Only one of these lucky fish uses a special and highly lauded preparation method.

In his tireless pursuit of finding us the best conveyor belt sushi, our reporter P.K. Sanjun has been downing everything from salmon roe through to scallops, and today, it’s time for him to wrap his mouth around some tai.

In Japan, tai, or sea bream, is often eaten at celebrations as its name sounds like ‘medetai’ (a word used to mean ‘joyous’ or ‘auspicious’), and the red colour of the fish signifies good luck.

Eating tai can take you back to happy events, and conjure up memories of New Year’s, where its lucky connotations make it an integral part of the nation’s traditional osechi meals, but the fish isn’t reserved exclusively for celebrations. That’s why you’ll find it on the menu at a number of sushi joints, including the country’s top four conveyor belt chains.

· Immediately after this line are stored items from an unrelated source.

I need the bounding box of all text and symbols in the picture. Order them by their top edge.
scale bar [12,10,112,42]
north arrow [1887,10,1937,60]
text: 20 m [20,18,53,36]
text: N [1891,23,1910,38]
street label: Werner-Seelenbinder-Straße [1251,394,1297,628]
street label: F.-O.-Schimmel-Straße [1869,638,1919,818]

▼ The top chains, clockwise from top left, are: Kappa Sushi, Kura Sushi, Sushiro, and Hama Sushi

Recently, Sushiro has been edging out the competition to become the leader of the pack, or ‘school’ if we’re thinking in fish terms, but on this occasion, P.K. says a different contender wins the race when it comes to the best tai sushi.

According to P.K., a good tai sushi will have a classic umami taste that’s both delicate and light, and although soy sauce will help to enhance its flavour, the addition of salt is also highly recommended.

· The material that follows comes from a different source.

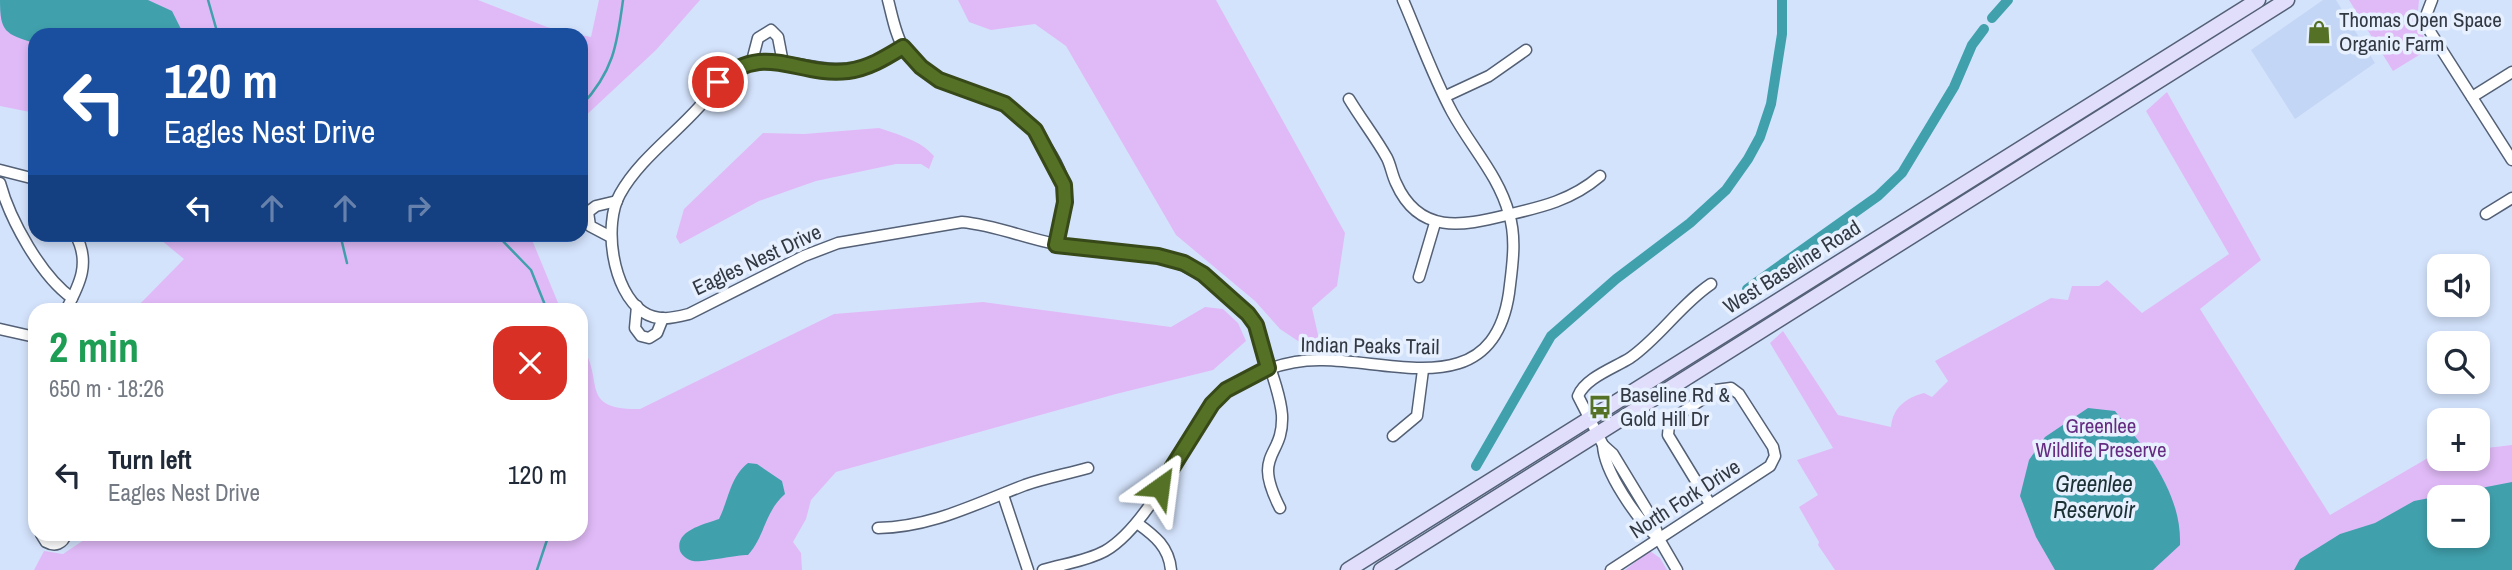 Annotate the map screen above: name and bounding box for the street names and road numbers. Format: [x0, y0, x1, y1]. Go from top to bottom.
street label: West Baseline Road [1718, 213, 1866, 320]
street label: Eagles Nest Drive [688, 217, 826, 302]
street label: Indian Peaks Trail [1300, 330, 1440, 361]
street label: North Fork Drive [1624, 452, 1746, 545]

So let’s get straight to it by taking a look at P.K.’s notes from his comparison taste test between the four chains, which were all visited on the same day and within the space of about three hours for a fair testing.

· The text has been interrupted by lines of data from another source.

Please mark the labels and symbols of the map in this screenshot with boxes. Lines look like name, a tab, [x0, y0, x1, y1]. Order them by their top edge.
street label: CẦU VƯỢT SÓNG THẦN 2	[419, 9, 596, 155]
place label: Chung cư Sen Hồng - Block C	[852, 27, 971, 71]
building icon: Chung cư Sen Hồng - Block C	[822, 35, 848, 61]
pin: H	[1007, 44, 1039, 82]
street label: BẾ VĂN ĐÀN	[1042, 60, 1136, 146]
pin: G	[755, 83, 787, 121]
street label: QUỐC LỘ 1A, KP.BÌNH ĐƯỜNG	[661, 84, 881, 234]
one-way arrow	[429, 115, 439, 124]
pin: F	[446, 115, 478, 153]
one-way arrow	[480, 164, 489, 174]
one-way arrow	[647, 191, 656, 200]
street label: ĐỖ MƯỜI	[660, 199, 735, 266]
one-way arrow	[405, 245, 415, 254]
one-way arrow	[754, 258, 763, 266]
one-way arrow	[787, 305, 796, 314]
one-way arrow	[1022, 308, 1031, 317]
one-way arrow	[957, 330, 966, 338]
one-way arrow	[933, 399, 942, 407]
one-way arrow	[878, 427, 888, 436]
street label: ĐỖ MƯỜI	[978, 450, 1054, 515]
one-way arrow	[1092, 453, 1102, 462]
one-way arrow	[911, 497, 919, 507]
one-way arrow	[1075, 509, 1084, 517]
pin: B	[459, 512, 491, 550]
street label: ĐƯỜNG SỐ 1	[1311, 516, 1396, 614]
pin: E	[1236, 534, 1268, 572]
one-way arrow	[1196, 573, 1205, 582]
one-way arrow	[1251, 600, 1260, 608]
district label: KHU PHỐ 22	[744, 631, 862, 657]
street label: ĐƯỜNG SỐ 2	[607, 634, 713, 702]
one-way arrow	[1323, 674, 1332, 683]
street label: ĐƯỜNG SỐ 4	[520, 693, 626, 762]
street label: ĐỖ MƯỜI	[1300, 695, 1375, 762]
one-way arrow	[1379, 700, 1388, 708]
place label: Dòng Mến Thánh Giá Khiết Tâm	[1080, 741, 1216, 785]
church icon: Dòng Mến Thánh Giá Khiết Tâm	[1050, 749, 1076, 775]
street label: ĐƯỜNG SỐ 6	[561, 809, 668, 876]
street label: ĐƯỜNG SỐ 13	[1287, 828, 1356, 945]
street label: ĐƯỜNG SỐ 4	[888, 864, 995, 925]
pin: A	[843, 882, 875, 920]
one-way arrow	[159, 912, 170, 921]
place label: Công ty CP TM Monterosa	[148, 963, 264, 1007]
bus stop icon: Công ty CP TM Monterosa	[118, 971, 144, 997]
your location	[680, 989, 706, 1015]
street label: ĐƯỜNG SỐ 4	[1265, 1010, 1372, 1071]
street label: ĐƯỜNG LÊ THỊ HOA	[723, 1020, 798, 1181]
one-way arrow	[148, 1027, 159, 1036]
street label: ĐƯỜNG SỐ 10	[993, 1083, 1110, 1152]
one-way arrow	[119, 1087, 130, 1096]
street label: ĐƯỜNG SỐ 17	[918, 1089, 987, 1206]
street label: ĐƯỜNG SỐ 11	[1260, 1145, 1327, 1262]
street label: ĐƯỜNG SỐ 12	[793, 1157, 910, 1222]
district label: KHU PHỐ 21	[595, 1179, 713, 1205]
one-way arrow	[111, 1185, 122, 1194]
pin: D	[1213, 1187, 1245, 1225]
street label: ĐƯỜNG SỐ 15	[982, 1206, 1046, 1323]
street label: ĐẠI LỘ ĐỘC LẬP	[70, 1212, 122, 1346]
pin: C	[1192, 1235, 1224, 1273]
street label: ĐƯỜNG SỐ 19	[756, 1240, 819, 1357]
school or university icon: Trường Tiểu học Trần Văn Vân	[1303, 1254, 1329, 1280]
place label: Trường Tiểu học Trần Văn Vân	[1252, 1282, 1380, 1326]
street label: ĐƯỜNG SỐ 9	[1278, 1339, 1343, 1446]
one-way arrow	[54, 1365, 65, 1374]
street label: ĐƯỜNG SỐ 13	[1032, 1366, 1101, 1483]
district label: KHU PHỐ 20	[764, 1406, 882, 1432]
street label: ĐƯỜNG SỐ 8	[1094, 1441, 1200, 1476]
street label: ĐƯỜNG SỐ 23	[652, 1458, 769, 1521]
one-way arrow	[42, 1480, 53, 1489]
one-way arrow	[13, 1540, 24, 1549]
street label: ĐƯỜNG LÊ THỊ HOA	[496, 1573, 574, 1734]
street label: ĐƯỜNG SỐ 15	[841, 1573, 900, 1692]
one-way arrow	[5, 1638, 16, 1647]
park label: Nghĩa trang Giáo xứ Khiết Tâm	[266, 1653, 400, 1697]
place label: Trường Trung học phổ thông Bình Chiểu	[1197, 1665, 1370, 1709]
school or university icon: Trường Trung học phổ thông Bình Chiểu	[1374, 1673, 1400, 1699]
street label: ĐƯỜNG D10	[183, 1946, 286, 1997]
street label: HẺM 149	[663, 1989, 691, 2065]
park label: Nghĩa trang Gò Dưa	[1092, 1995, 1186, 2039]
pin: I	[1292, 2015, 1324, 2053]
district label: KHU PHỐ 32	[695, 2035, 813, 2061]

● Kappa Sushi (165 yen [US$1.30])

“Although the tai here wasn’t so thick, it had a moist texture and delicate umami. I had nothing bad to say about it — it was a good, standard, affordable sushi.” 

Kura Sushi (220 yen)

“These tai slices were a lot thicker, and so beautifully moist they hardly needed any chewing. Unlike the others, the tai here is aged so it has a slightly more distinct flavour. This one was slightly more expensive than the others, but it’s obviously made with very good quality ingredients.” 

● Sushiro (165 yen)

“The moist texture and delicate umami are excellent. There’s nothing particularly fancy about these, but you can tell they’re made with good quality ingredients.”  

● Hama Sushi (165 yen)

“The tai from Hama Sushi is definitely the clear winner. What makes this dish stand out from the rest is the fact that it’s made with the special ‘yushimo tsukuri’ preparation method. This method can only be applied to a few fish, and it involves submerging the fish in hot water first before transferring it to an ice bath to cool immediately. This heats the skin, activating the layer of fat beneath it to give it a chewy texture, while keeping the flesh raw, creating more texture and a lasting umami flavour on the tongue. Keeping the skin on the fish is an important addition when this method is used, and at just 165 yen, this is outstanding — a must-eat item at Hama Sushi.”

So there you have it — not only is the tai sushi at Hama Sushi better than the competition, it’s a must-eat item. P.K. says he wouldn’t turn any of them down, though, as they were all satisfying, but when you can choose between plain tai and tai prepared with the special yushimo tsukuri preparation technique, you should always choose the latter.

▼ Even the sushi-making star of the manga Shota no Sushi says: “Yushimo tsukuri is the best way to eat tai”.

Hama Sushi deserves all the praise for keeping the skin on its tai and using this special preparation method to enhance the texture and taste of the fish. With flavour this great, it’s no wonder tai made it on to this list of fish Japanese people like most!